Echoed from Sage’s Second Cup blog:

I don’t feel like coming up with a clever title for this, so here’s the date. Happy Wednesday. Cheers.
Today started with my usual cup of coffee, and while scrolling I went on a tangent about Taoist vs Buddhist meditation styles.
A long time ago in a psychology class far away (back in the late twentieth century) we all took a mini version of the Myers-Briggs type indicator , not unlike the quizzes you can find online now. Turns out I’m an INTP.
The MBTI may not have any real use in clinical psychology. As someone said, it has become the new “what is your (astrology) sign.” I like my type. I think they kind of nailed it. In true INTP style, this morning I was thinking about thinking and it’s role in meditation. The part of me that is feeling a little tired this morning and is reaching for a second cup of coffee wound up thinking that just being a head in a jar Futurama style wouldn’t be a bad gig if you could get it.
But then I saw the shadow of the back yard trees in the morning sun on the curtains and remembered something Neil DeGrasse Tyson said about NOT wanting to be a head in a jar because he wanted to feel and experience, not just think.
He’s right. Without connecting to physical life … or at least connecting other heads in other jars as we do online … we’d run out of stuff to think about. Or at least the good stuff to think about.
Which kind of circles right back around to meditation. mindfulness, the present moment, and letting thoughts go.
Letting thoughts go means letting go of the thoughts about not thinking.
Right now I’m remembering a post on social media (I can’t for the life of me remember when or where I scrolled her feed) A lovely older lady was talking about a stressful time in life as a single mother. I kind of think she’s a modern day Buddha for coming up with “sit and stare time” as a way to cope.
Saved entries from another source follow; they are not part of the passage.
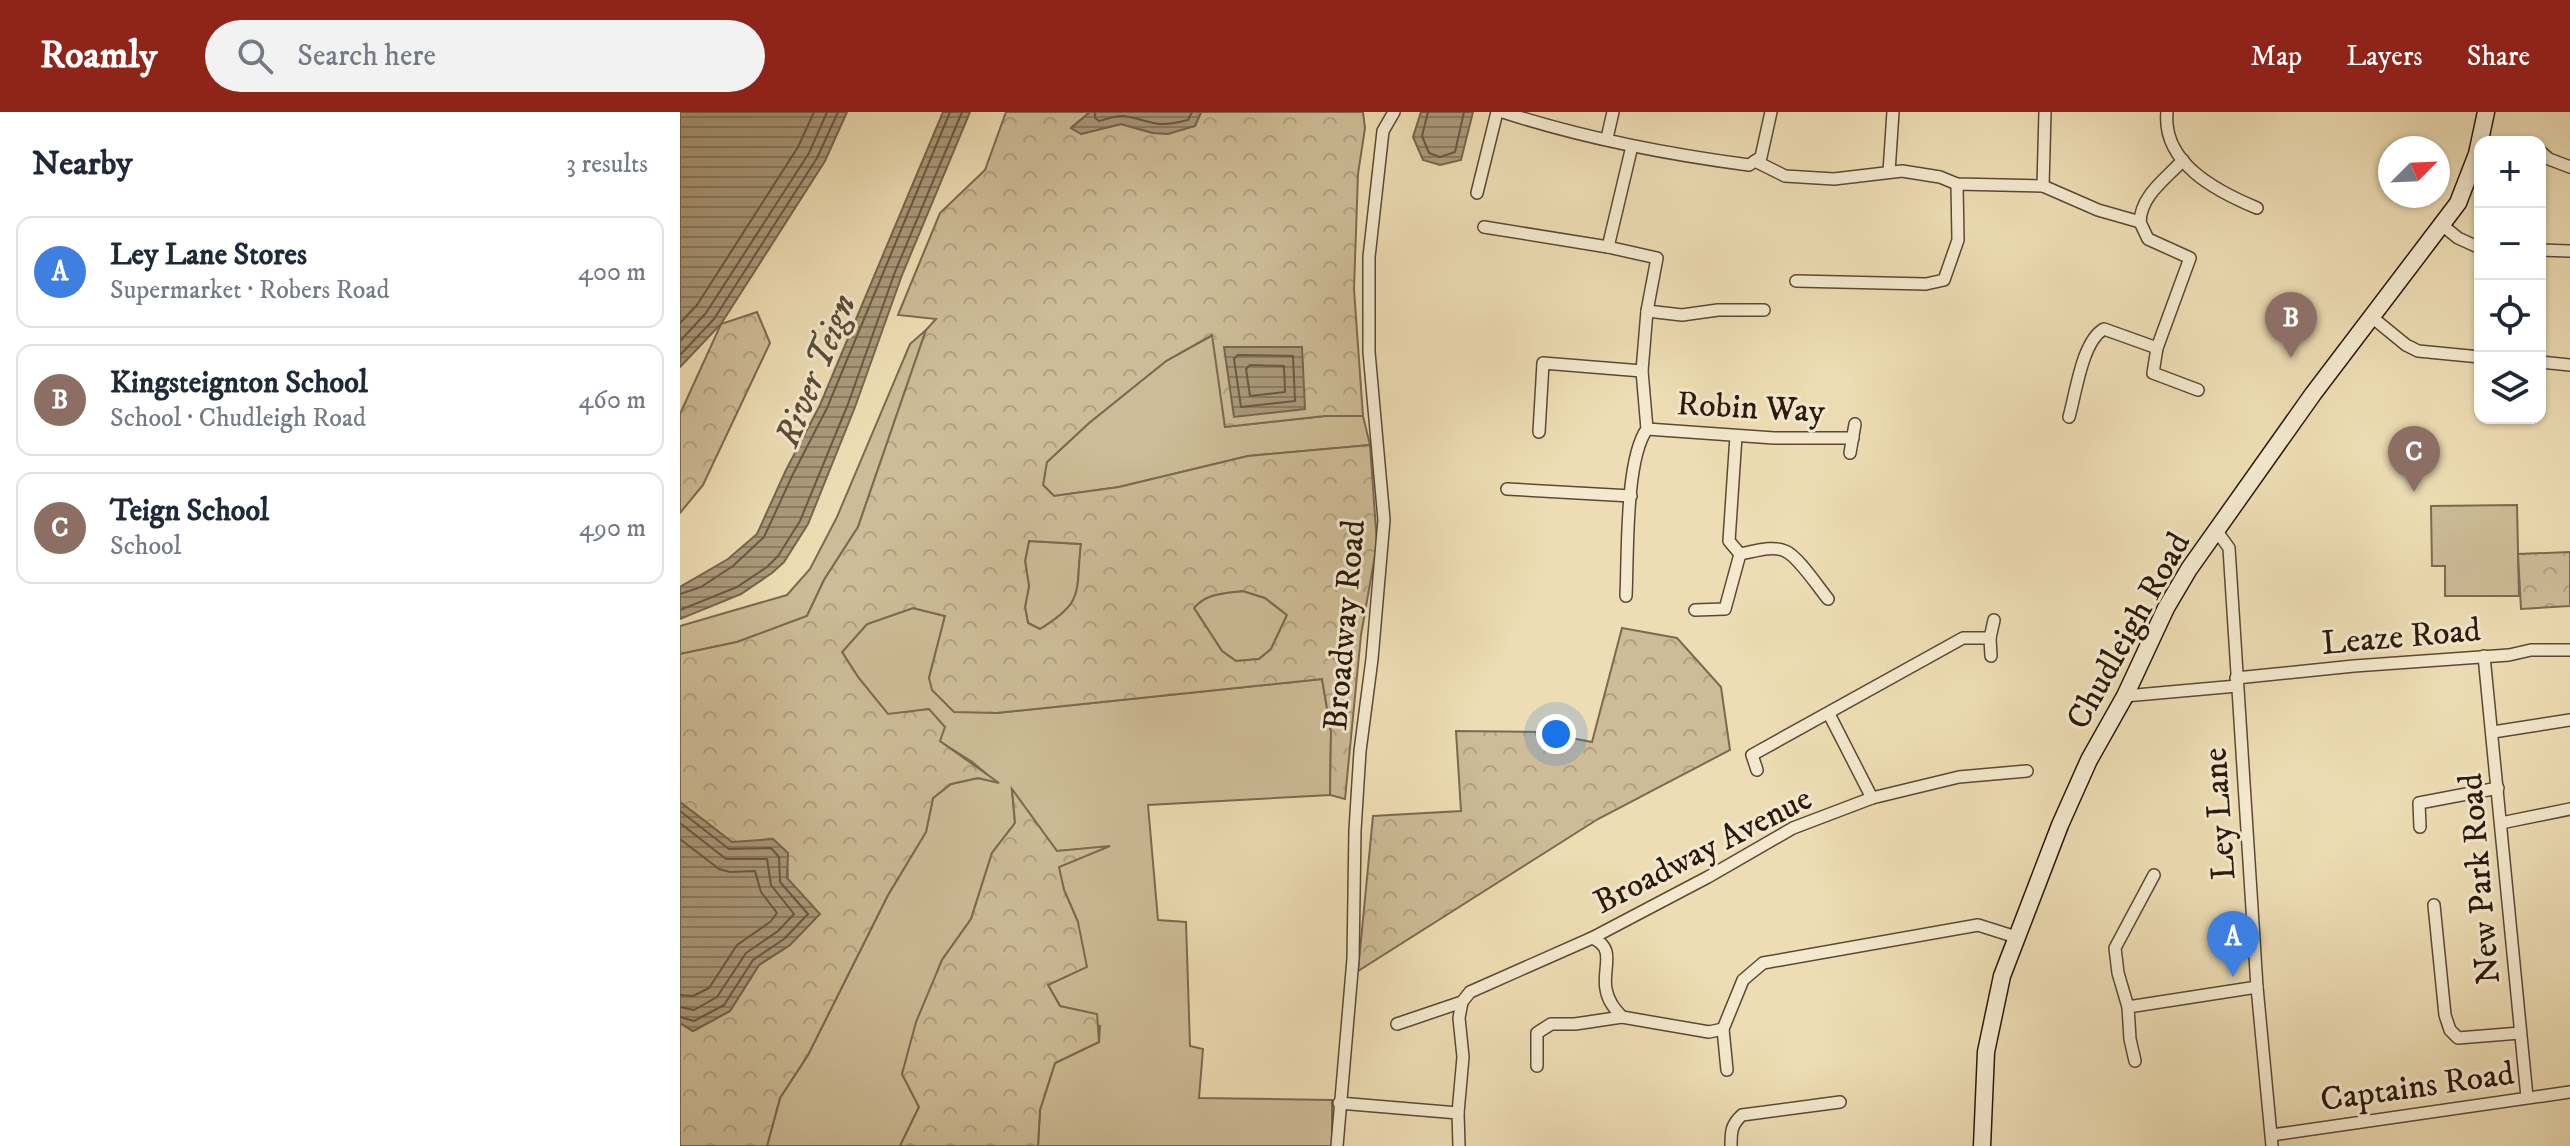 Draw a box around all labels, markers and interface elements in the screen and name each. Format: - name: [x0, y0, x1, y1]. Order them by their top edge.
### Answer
- search box: [205, 20, 765, 92]
- text: Roamly: [40, 32, 157, 80]
- icon: search: [233, 34, 277, 78]
- text: Search here: [297, 38, 436, 75]
- text: Map: [2251, 39, 2302, 74]
- text: Layers: [2346, 39, 2423, 74]
- text: Share: [2467, 39, 2530, 74]
- north arrow: [2378, 136, 2450, 208]
- map controls: [2474, 136, 2546, 424]
- button: +: [2474, 136, 2546, 208]
- text: Nearby: [32, 143, 133, 185]
- text: 3 results: [566, 148, 648, 181]
- button: −: [2474, 208, 2546, 280]
- text: Ley Lane Stores: [110, 237, 307, 274]
- text: A: [52, 256, 68, 289]
- text: 400 m: [578, 256, 646, 289]
- text: Supermarket · Robers Road: [110, 274, 390, 307]
- button: locate: [2474, 280, 2546, 352]
- water label: River Teign: [765, 288, 867, 454]
- pin: B: [2265, 292, 2317, 358]
- button: layers: [2474, 352, 2546, 424]
- text: Kingsteignton School: [110, 365, 368, 402]
- street label: Robin Way: [1676, 383, 1827, 433]
- text: B: [52, 384, 68, 417]
- text: 460 m: [578, 384, 646, 417]
- text: School · Chudleigh Road: [110, 402, 366, 435]
- pin: C: [2388, 426, 2440, 492]
- text: Teign School: [110, 493, 269, 530]
- text: C: [51, 512, 69, 545]
- text: 490 m: [579, 512, 646, 545]
- street label: Broadway Road: [1315, 518, 1375, 732]
- street label: Chudleigh Road: [2057, 525, 2200, 737]
- text: School: [110, 530, 181, 563]
- street label: Leaze Road: [2320, 609, 2483, 665]
- your location: [1536, 714, 1576, 754]
- street label: Ley Lane: [2194, 746, 2246, 882]
- street label: New Park Road: [2450, 772, 2510, 986]
- street label: Broadway Avenue: [1587, 778, 1819, 924]
- pin: A: [2207, 911, 2259, 977]
- street label: Captains Road: [2318, 1053, 2517, 1121] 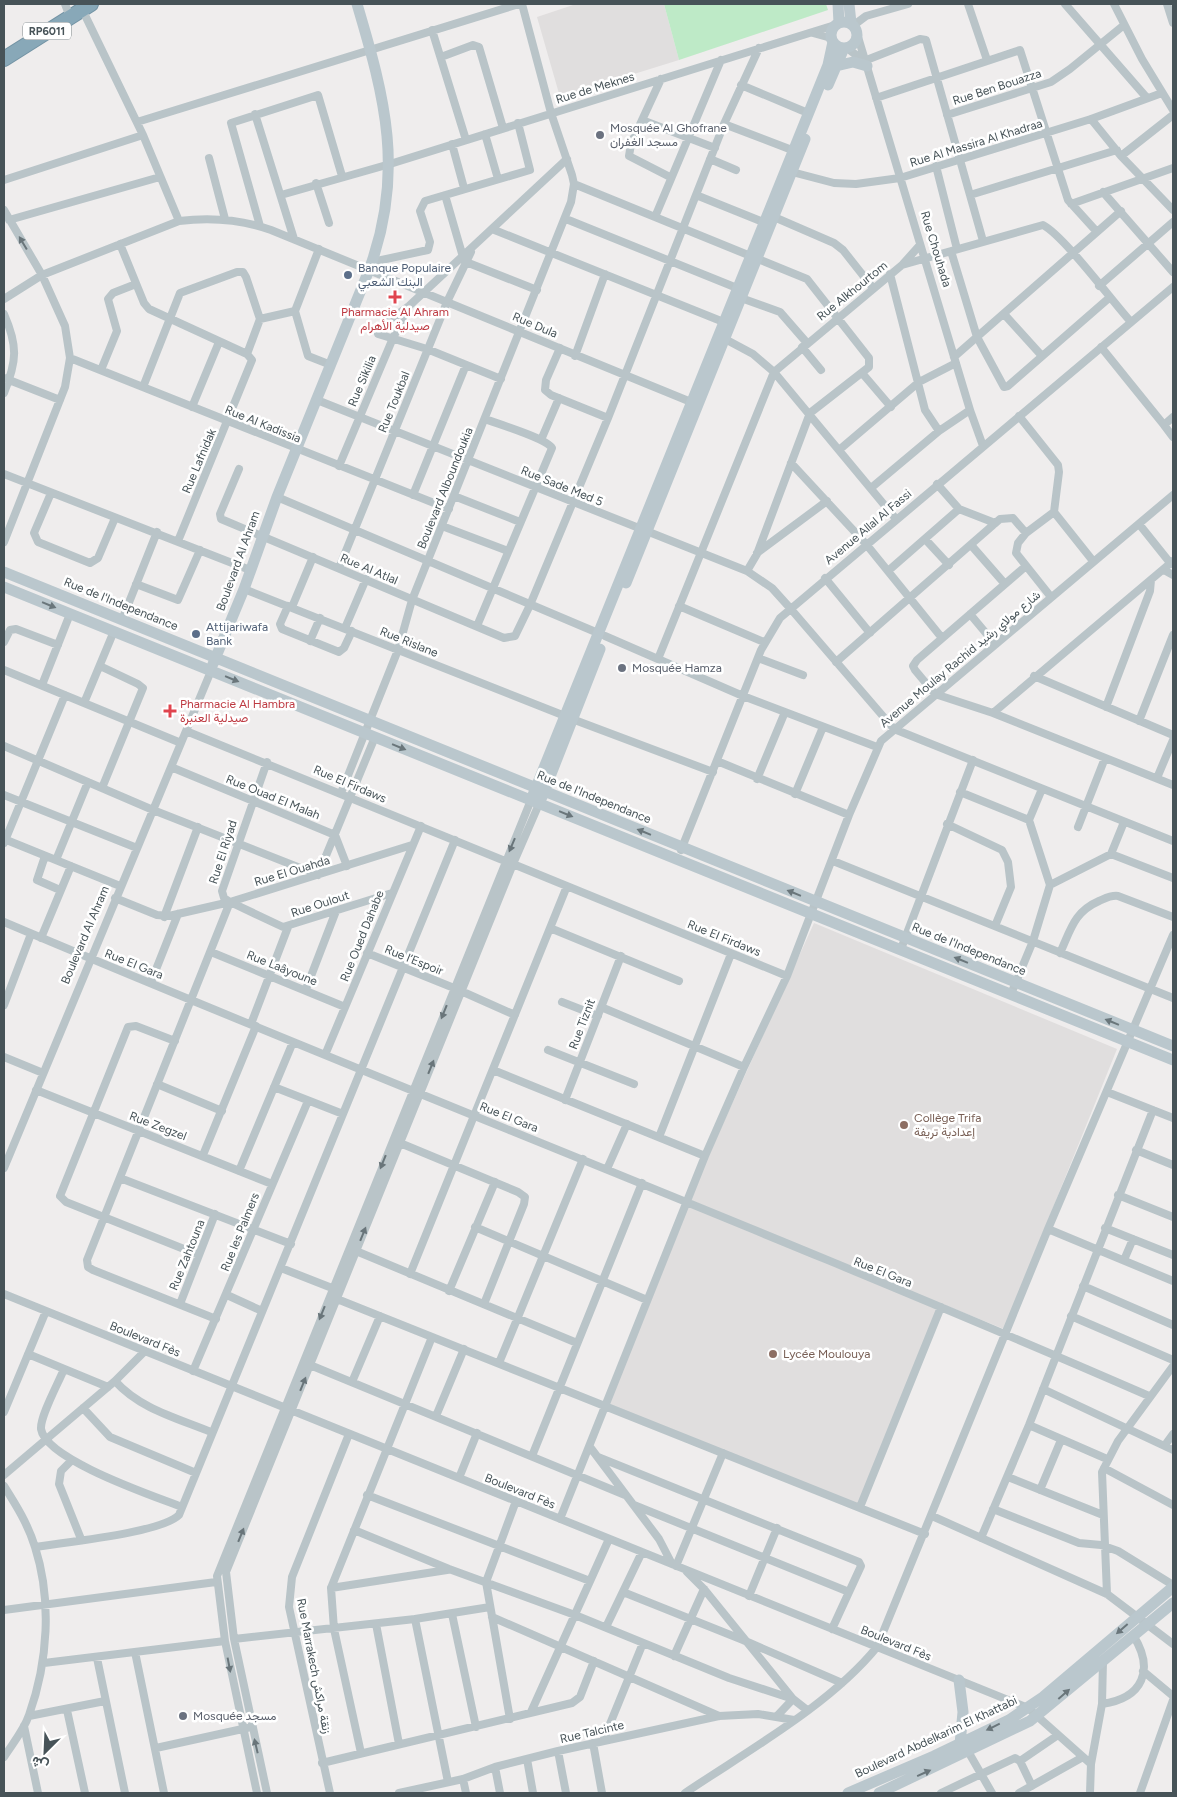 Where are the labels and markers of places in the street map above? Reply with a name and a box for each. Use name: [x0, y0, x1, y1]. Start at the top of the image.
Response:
place label: Mosquée Al Ghofrane مسجد الغفران: [610, 121, 727, 150]
marker: Mosquée Al Ghofrane مسجد الغفران: [594, 129, 606, 141]
place label: Banque Populaire البنك الشعبي: [358, 261, 451, 292]
marker: Banque Populaire البنك الشعبي: [342, 269, 354, 281]
marker: Pharmacie Al Ahram صيدلية الأهرام: [389, 291, 401, 303]
place label: Pharmacie Al Ahram صيدلية الأهرام: [341, 305, 449, 334]
place label: Attijariwafa Bank: [206, 620, 268, 648]
marker: Attijariwafa Bank: [190, 628, 202, 640]
place label: Mosquée Hamza: [632, 661, 722, 675]
marker: Mosquée Hamza: [616, 662, 628, 674]
place label: Pharmacie Al Hambra صيدلية العنبرة: [180, 697, 295, 726]
marker: Pharmacie Al Hambra صيدلية العنبرة: [164, 705, 176, 717]
place label: Collège Trifa إعدادية تريفة: [914, 1111, 981, 1140]
marker: Collège Trifa إعدادية تريفة: [898, 1119, 910, 1131]
place label: Lycée Moulouya: [783, 1347, 870, 1361]
marker: Lycée Moulouya: [767, 1348, 779, 1360]
place label: Mosquée مسجد: [193, 1709, 277, 1723]
marker: Mosquée مسجد: [177, 1710, 189, 1722] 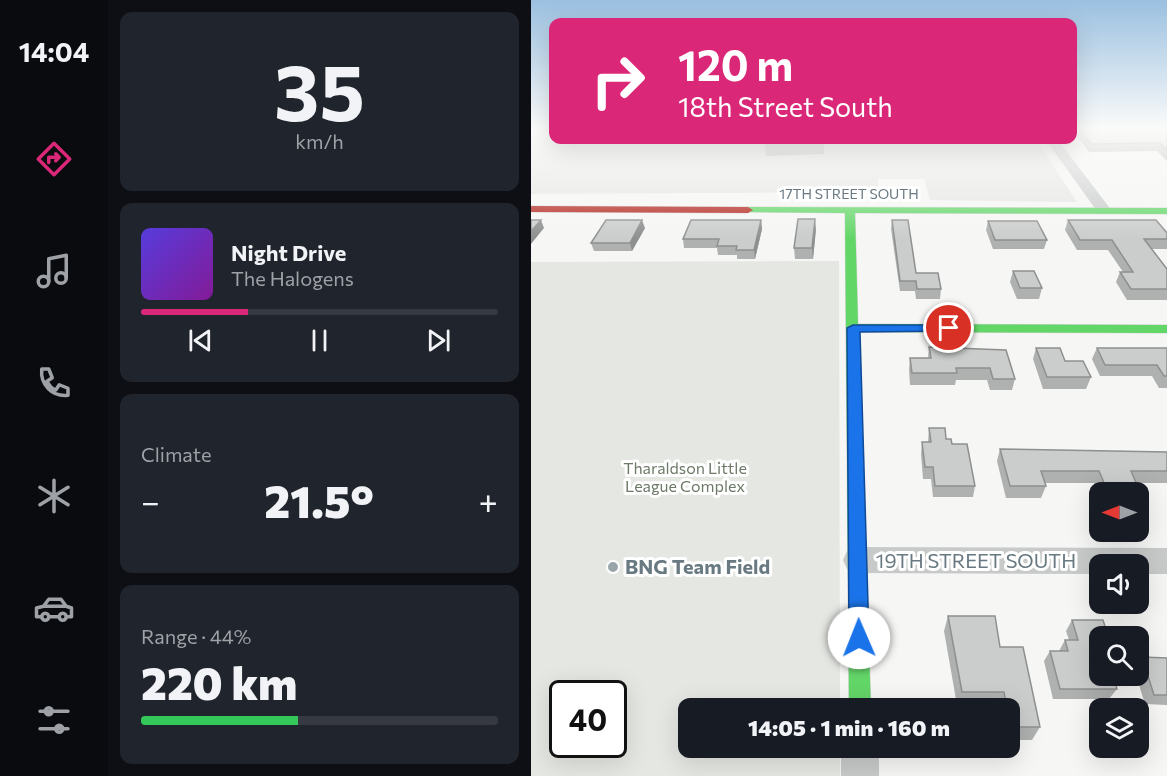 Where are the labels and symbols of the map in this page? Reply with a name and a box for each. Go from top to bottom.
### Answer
street label: 17TH STREET SOUTH [779,185,919,202]
pin [923,302,974,353]
park label: Tharaldson Little League Complex [623,458,747,495]
north arrow [1089,482,1149,542]
street label: 19TH STREET SOUTH [876,548,1076,572]
place label: BNG Team Field [625,554,770,578]
marker: BNG Team Field [606,560,620,574]
position arrow [827,606,891,670]
speed limit sign: 40 [549,680,627,758]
She described the epiphany of just letting herself have a few minutes each morning to just sit, stare, and do nothing. Coffee was involved. Here’s to you oh kindred spirit whoever you are, wherever you are.
The problem isn’t necessarily the thinking part. Go ahead. Sit and stare. Think away if you want to.
Grinding away and getting emotionally caught up in OVER thinking any one thing that hasn’t happened yet or something that is over and done and not of this moment – that kind of thinking is a problem. THAT is some shit to let go.
Outside of that, though, so what if we sit and think a little or just sit and feel a little or just sit and do absofucking nothing? So what if we don’t think about letting go of our thoughts? What if we just sit and sip and abide with whatever bubbles up out of our brain and let it be what it naturally is? Thinking and feeling is not a bad thing for a brain and body to do.
Of the uncountable molecules in an infinite universe, each brainwave, each emotion, each experience, each moment is the cosmic privilege of a lifetime.
No wonder we hold on to thoughts so tight.